So so. Der poese Staat soll also weniger einnehmen (uebrigens eine klassische FDP-Position, Herr Putschist ...), aber mehr ausgeben (vorzugsweise fuer Dich)?

Oha. Nach diesem Thread wird die Geschichte der Algebra wohl neu geschrieben werden muessen ...



thrian schrieb:


> (...)darf ich mit Umständen leben die unter dem Standard meiner Klassenkamerden sind



Ich entnehme dem, dass Du noch Schueler bist und sich Dein gesellschaftlicher Gegenentwurf unterm Strich darauf reduziert zu konsumieren. Und dafuer brauchst Du Geld. Das koennen wir Dir entweder geben oder ...


----------



## herethic (28. Februar 2010)

Kann es sein das du nicht mich,sondern Riot_deluxe meintest?


----------



## Riot_deluxe (28. Februar 2010)

JePe schrieb:


> Welche "Unzufriedenheit" meinst Du ueberhaupt?



Die Unzufriedenheit der Bevölkerung über soziale und wirtschaftliche Missstände in der BRD, welche laut mehreren unabhängigen Meinungsforschungsinstituten bei einem Großteil vorhanden ist.



JePe schrieb:


> Nach den Wahlergebnissen zu urteilen ist eine ueberwaeltigende Mehrheit der Deutschen ueberwiegend zufrieden.



Was haben denn bitteschön die Wahlergebnisse mit der Zufriedenheit der Bevölkerung zu tun? Bei den Bundestagswahlen 2009 erreichte die Wahlbeteiligung einen historischen Tiefstand. 41,4% der WählerInnen haben die CDU und FDP gewählt, wodurch diese mit einer minimalen Mehrheit an die Regierung gekommen sind. Die Linke hat ein Rekordergebnis von 11,1%. Somit ist definitiv keine überwältigende Mehrheit der Bevölkerung zufrieden.




JePe schrieb:


> Wieso massen sich immer wieder ein paar links-rechts-gepolte Chaoten an, fuer diese Mehrheit mitentscheiden zu wollen?



Wo mache ich das denn? Das ist eine Unterstellung von dir! Außerdem finde ich deine Verallgemeinerung von Rechts/Links absolut daneben (Weiter unten kommt z.b. eine Erklärung warum).



JePe schrieb:


> Was genau -von ein paar Kosten, die ebendiese Mehrheit zu bezahlen hat- erreicht Deinesgleichen mit ihren "Aktionen" (also das exzesshafte Einpruegeln auch auf die mehrheitlich nach Deinen Worten "korrekten" Beamten)?



"Exzessives Einprügeln auf Beamte"? Wo mach ich das denn? Wie realitätsfremd ist das denn?

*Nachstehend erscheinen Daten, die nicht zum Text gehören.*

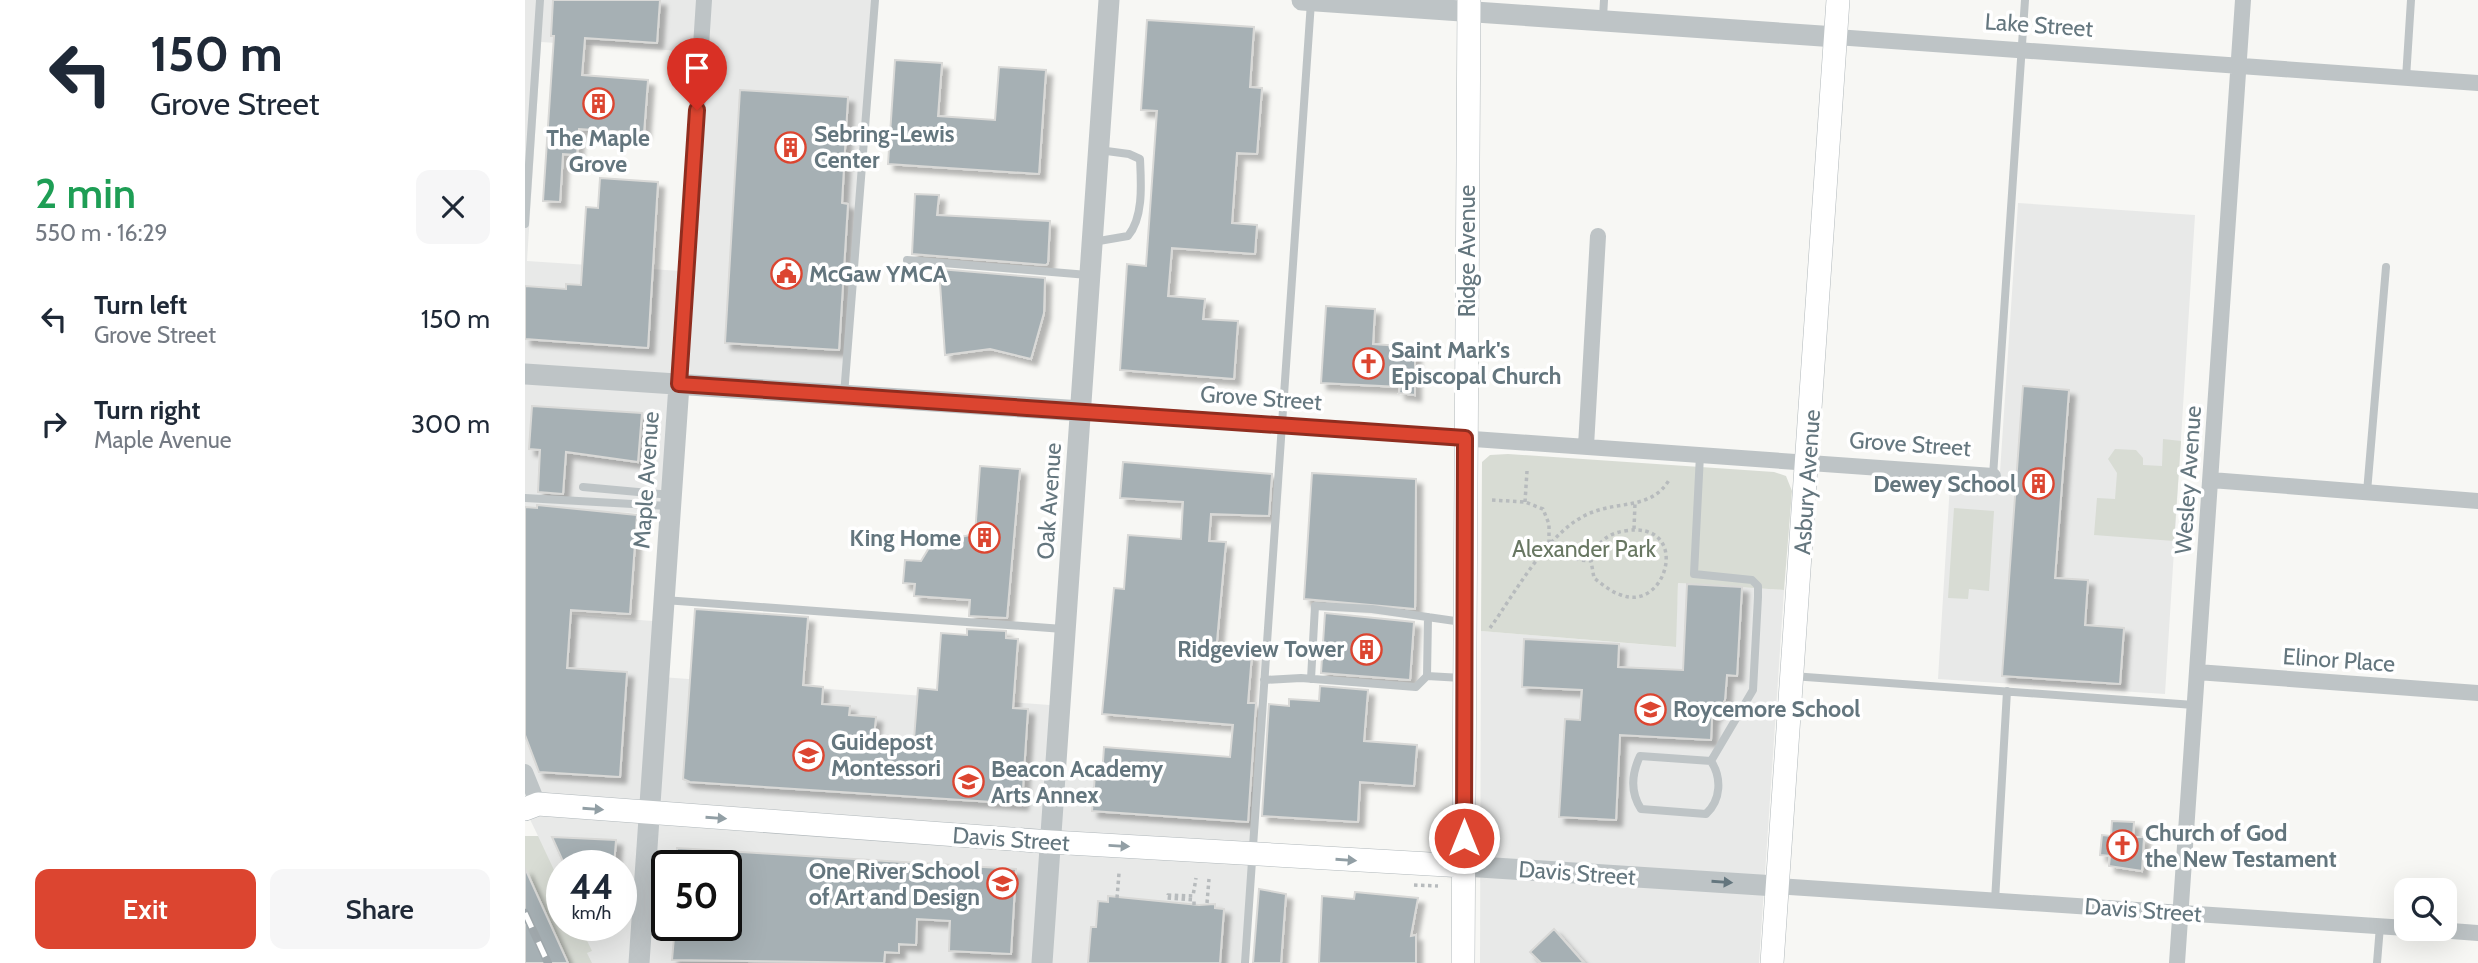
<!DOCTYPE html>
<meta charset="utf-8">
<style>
body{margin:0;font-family:Cabin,sans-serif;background:#f6f6f7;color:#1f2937;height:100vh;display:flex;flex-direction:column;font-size:26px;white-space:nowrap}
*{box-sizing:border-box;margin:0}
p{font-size:23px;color:#747a83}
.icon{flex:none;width:38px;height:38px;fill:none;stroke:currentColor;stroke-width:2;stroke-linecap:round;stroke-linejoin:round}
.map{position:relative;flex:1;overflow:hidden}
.details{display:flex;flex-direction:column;background:#fff;width:525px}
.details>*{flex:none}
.hud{background:#fff;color:#1f2937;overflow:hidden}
.fabs{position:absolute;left:1869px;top:878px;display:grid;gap:14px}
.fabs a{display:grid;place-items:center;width:63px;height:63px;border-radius:14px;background:#fff;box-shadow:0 7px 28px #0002;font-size:35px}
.speed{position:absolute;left:21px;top:850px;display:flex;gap:14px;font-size:35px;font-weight:700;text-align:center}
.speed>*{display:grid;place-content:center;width:91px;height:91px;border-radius:50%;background:#fff;box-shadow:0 7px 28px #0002;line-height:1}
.speed small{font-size:18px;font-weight:400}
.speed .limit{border:4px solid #111;border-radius:10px;background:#fff;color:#111}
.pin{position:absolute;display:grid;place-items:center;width:60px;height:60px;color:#fff;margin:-72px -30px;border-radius:50% 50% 50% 0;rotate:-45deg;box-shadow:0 0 7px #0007}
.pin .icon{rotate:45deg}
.me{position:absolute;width:77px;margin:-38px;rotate:0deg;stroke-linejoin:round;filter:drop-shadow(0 0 5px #0008)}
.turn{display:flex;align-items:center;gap:24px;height:147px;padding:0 35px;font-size:32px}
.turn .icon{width:91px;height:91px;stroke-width:2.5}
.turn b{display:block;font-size:49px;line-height:60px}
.round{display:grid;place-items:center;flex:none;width:74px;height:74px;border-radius:14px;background:#f6f6f7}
.overview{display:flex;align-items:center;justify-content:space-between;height:119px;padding:0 35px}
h1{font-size:42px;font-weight:600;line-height:52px;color:#1e9e55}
.primary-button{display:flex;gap:14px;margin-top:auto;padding:14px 35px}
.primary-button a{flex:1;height:80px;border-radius:14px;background:#dc4530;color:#fff;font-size:28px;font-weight:600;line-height:80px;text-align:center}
.primary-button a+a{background:#f6f6f7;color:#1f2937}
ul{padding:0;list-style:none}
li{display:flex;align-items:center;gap:21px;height:105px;padding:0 35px}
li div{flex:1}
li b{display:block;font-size:26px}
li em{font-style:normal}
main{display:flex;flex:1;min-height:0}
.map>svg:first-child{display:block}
</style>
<main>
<section class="details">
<div class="hud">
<div class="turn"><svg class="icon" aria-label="left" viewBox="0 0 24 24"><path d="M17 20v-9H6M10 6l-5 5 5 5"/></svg><div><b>150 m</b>Grove Street</div></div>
</div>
<div class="overview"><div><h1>2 min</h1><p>550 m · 16:29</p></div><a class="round"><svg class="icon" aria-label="close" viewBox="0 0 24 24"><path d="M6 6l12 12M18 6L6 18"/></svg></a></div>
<ul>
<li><svg class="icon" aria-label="left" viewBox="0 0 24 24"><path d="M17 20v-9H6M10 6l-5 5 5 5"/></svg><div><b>Turn left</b><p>Grove Street</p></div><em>150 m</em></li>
<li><svg class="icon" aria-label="right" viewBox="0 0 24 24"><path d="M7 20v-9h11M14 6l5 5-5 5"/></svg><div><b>Turn right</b><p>Maple Avenue</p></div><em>300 m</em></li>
</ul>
<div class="primary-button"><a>Exit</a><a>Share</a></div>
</section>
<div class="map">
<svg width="1953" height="963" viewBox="0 0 1953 963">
<defs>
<filter id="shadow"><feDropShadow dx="6" dy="6" stdDeviation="2" flood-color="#0004"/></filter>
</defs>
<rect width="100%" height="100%" fill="#f7f7f4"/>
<path fill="#e8e9e8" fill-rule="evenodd" d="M0 0H350L322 399 157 386 148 515 0 507ZM16 42 171 52 156 271 2 261Z
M1493 203 1670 215 1640 694 1413 679 1425 484 1474 487Z
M1153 583 1259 590 1234 963H955L956 631 1150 647Z
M0 611 140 622 136 677 538 706 534 773 735 787 723 963H0V836H13L0 809ZM37 866H96V926H37ZM142 866H201V926H142Z"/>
<path fill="#d8dcd4" d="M1638 439 1656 441 1649 541 1569 535 1572 498 1590 499 1592 473 1583 459 1590 449 1611 450 1618 458V465L1637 466Z
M983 454 1249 472 1261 476 1267 491 1259 590 1153 583 1151 647 956 631 957 462 965 455Z
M1429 508 1469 511 1464 591 1444 589 1443 599 1423 598Z
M0 836H13L37 887V926H55L67 951 62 953 67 963H43L0 868Z"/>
<path fill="#a6b0b4" stroke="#d9d9d7" stroke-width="2" filter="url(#shadow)" d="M28 0H135L132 43 60 38 57 75 123 80 119 133 54 129 52 155 38 154 35 202 18 201 29 36H26Z
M622 20 729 27 725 87 737 88 732 154 712 153 707 223 732 225 730 254 647 248 643 296 680 299 678 319 713 321 709 379 595 370 602 264 621 266 632 111 616 110Z
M370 60 417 63 413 116 470 120 474 67 521 70 514 174 363 164Z
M215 90 323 97 317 203 323 204 314 350 200 343Z
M75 178 133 182 123 348 0 339V286L41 289V284L56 285 61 207 73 208Z
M390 194 414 195 412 215 525 221 523 263 521 265 387 254Z
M414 269 520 278 519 313 506 359 465 349 420 355Z
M801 306 850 309 848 344 890 347V395L874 393 875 387 796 383Z
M1498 386 1544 390 1530 578 1563 580 1560 625 1599 628 1595 684 1477 676Z
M7 406 117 413 113 462 41 452 38 494 13 492 15 450 4 449Z
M598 462 747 474 744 516 686 514 684 541 701 542 691 652 727 654 723 703H731L723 822 567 811 570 775 577 776 579 747 705 757 708 725 577 714 589 588 599 589 603 535 656 539 658 502 595 498Z
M455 466 495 469 482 618 444 616 445 600 389 596 390 584 378 583 380 560 396 561 407 543 450 534Z
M787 473 891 479 890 609 779 599Z
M12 505 112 515 105 614 46 610 42 668 102 672 95 777 14 772 0 735V507L12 508Z
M1162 584 1217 587 1212 676 1202 675 1200 700 1187 718 1186 740 1095 735 1091 820 1034 817 1040 719 1055 720 1057 690 997 687 999 639 1094 644 1093 667 1158 670Z
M170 609 283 617 278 685 298 687 297 704 325 706 324 715 351 717 349 736 389 739 393 688 412 690 416 633 442 635V629L481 631V638L493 639 488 708 503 709 497 804 165 782 158 779Z
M800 613 889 622 885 680 796 673Z
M795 686 843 690 839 741 892 745 889 786 835 782 833 822 737 816 744 704 764 706V699L794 701Z
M1587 821 1609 822 1608 837H1619L1617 871 1584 866 1585 856 1575 855 1577 835 1586 836Z
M27 837 91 840 89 866H40Z
M152 848 491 869 486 954 424 951 425 921 392 919 391 945 374 944V953L360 952 359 963 147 960 150 926H201V866H151Z
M0 868 43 963H0Z
M734 889 761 894 756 963H728Z
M830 892 893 898 886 936 891 935V963H794L797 896 829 899Z
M583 896 674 905 690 904V908L699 909 695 963H563L566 927H571L573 901 583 902Z
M1029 929 1059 963H1016L1005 952Z"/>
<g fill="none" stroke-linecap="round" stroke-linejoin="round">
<defs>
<path id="secondary" d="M0 809 13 804 526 842 939 866
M938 963 944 0
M1247 963 1313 0"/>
</defs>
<use href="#secondary" stroke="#b1b8bb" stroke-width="24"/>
<path stroke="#b7bbbd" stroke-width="3.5" stroke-dasharray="3.5 3.5" stroke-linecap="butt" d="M967 500 1000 502 1018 509 1024 524V545L1054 560 1066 561 1069 578C1077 584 1086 592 1096 595 1143 613 1167 519 1099 531 1081 534 1072 543 1066 561
M1000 502 1002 471
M1109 529 1110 503
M965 628C991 592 1025 527 1068 512 1096 501 1127 509 1144 480
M889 885 913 886
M592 898 594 873
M682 903 684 879
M669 905V900L642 898 643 895 668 896 671 878"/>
<path stroke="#bec4c6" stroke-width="8" d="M1078 18 1079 0
M1881 78 1886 0
M0 224 15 0
M568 242 603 236C619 217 616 182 615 159L604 154 574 150
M382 260 563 275
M319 395 350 0
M1175 455 1169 574 1227 580 1233 586V597L1228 690 1186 761
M1468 476 1500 0
M58 487 146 495
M1842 492 1861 267
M0 498 143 506
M139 600 538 629
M902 676 903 617
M1267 676 1669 705
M786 679 790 606 847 609 937 622
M739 680 776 678 891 687 902 676 937 678
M1115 756 1186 761C1197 778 1196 800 1181 814L1116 809C1105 792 1107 773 1115 756Z
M1470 901 1482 691
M720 963 786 2
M1852 963 1855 926"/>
<path stroke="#bec4c6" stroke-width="16" d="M1311 37 1953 83
M154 385 179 0
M557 411 1468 476
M1061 446 1073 236
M1686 480 1953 501
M1672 672 1953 693
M0 772 13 804
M1251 886 1881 928
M1900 929 1953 933
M1652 963 1718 0"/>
<path stroke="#bec4c6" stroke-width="21" d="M777 0 1311 37
M0 374 557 411
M939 866 1251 886
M114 963 154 385
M517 963 584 0"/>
<use href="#secondary" stroke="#fff" stroke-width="23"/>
<defs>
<path id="rail" d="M0 913 23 963"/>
</defs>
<use href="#rail" stroke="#a0a8ac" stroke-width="8"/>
<use href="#rail" stroke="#fff" stroke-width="5" stroke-dasharray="16" stroke-linecap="butt"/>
</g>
<defs><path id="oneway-solid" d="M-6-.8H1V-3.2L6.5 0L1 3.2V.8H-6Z" transform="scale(1.75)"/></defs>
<g fill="#929fa5">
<use href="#oneway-solid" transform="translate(68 809) rotate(4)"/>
<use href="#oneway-solid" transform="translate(191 818) rotate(4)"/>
<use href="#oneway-solid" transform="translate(594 846) rotate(3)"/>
<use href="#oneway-solid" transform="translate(821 860) rotate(4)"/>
</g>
<use fill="#64767e" href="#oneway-solid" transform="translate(1197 882) rotate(4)"/>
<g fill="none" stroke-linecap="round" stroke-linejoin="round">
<defs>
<path id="route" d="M172 110 154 384 940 438 939 838"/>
</defs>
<use href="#route" stroke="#8f2d1f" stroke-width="18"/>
<use href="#route" stroke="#dc4530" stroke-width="12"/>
</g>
<defs>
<symbol id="building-ring" viewBox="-11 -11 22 22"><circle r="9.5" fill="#fff" stroke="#dc4530" stroke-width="1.5"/><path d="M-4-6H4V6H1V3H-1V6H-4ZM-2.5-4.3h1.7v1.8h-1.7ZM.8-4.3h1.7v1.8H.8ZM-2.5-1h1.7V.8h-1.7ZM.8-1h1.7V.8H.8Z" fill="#dc4530"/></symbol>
<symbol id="civic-ring" viewBox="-11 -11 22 22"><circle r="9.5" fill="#fff" stroke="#dc4530" stroke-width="1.5"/><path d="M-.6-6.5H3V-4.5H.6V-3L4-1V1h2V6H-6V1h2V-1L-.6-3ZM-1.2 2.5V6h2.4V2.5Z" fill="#dc4530"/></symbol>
<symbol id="church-ring" viewBox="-11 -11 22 22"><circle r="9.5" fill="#fff" stroke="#dc4530" stroke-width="1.5"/><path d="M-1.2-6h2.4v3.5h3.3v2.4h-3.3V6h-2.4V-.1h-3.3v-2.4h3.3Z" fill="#dc4530"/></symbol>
<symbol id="school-ring" viewBox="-11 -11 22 22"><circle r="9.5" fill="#fff" stroke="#dc4530" stroke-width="1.5"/><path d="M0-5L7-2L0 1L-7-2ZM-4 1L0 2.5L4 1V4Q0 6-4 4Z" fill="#dc4530"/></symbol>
</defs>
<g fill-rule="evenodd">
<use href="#building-ring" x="56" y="86" width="35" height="35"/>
<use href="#building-ring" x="248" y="130" width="35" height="35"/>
<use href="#civic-ring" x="244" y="256" width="35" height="35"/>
<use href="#church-ring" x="826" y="346" width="35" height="35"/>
<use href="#building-ring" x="1496" y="466" width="35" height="35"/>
<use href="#building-ring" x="442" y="520" width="35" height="35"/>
<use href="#building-ring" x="824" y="632" width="35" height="35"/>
<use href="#school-ring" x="1108" y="692" width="35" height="35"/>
<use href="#school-ring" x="266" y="738" width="35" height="35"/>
<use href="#school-ring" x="426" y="764" width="35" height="35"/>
<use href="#church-ring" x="1580" y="828" width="35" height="35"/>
<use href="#school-ring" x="460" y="866" width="35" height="35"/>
</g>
<g text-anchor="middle" stroke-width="7" stroke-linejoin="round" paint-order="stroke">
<g font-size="23" fill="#64767e" stroke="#fff">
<text transform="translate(1514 25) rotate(4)" y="8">Lake Street</text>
<text transform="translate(942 251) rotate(-90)" y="8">Ridge Avenue</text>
<text transform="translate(736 398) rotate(4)" y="8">Grove Street</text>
<text transform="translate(1385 444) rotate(4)" y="8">Grove Street</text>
<text transform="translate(121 480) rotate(-86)" y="8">Maple Avenue</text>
<text transform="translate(1663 480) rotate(-86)" y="8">Wesley Avenue</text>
<text transform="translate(1282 482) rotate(-86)" y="8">Asbury Avenue</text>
<text transform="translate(524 501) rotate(-86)" y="8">Oak Avenue</text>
<text transform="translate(1814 660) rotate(4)" y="8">Elinor Place</text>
<text transform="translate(486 839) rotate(4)" y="8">Davis Street</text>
<text transform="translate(1052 873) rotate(4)" y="8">Davis Street</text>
<text transform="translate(1618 910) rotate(4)" y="8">Davis Street</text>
</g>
<g font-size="23" font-weight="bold" fill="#64767e" stroke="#fff" text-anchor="start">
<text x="289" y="142">Sebring-Lewis<tspan x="289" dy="26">Center</tspan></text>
<text x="73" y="146" text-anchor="middle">The Maple<tspan x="73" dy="26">Grove</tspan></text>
<text x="284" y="282">McGaw YMCA</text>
<text x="866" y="358">Saint Mark's<tspan x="866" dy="26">Episcopal Church</tspan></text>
<text x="1491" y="492" text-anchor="end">Dewey School</text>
<text x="436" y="546" text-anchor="end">King Home</text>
<text x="819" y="657" text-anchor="end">Ridgeview Tower</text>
<text x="1148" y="717">Roycemore School</text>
<text x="306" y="750">Guidepost<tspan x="306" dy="26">Montessori</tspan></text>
<text x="466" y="777">Beacon Academy<tspan x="466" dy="26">Arts Annex</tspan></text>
<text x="1620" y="841">Church of God<tspan x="1620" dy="26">the New Testament</tspan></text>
<text x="455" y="879" text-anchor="end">One River School<tspan x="455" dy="26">of Art and Design</tspan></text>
</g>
<g font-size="23" fill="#687762" stroke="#fff">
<text x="1059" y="557">Alexander Park</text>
</g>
</g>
</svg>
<div class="fabs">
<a><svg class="icon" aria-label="search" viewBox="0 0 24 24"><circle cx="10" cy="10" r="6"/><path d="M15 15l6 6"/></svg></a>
</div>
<div class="speed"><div>44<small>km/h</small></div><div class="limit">50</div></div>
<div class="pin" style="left:172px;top:110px;background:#d93025"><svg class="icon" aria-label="arrive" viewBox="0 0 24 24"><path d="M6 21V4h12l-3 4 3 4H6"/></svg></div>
<svg class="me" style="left:939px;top:838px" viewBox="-20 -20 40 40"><circle r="17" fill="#dc4530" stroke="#fff" stroke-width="3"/><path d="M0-11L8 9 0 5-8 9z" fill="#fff"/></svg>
</div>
</main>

Ich war schon bei vielen Straßenschlachten und der Versuch auf einen komplett gepanzerten und behelmten Bereitschaftspolizist einzuprügeln wäre sinnlos und lebensmüde. Zeig mir mal Videos davon! Ich kann dir hunderte Videos hier verlinkten in denen deutsche Bereitschaftspolizisten auf unbewaffnete Demonstranten einprügeln und knüppeln! Beispiel gefällig:

Menschen vor Gericht - B.Z. Berlin - BZ, B.Z., Berlin, Polizeireport, Kriminalität, Verbrechen, Mord, Diebstahl, Gewalt, Vergewaltigung, Prozess, Gericht, Urteil, Strafe, Täter, Opfer, Haft

YouTube - Polizeigewalt bei Freiheit statt Angst Demo

YouTube - Panorama: Schläger in Uniform - Polizeigewalt wird kaum verfolgt






JePe schrieb:


> Welches Leid hat dieser boese, wegputschbeduerftige Staat Dir eigentlich zugefuegt?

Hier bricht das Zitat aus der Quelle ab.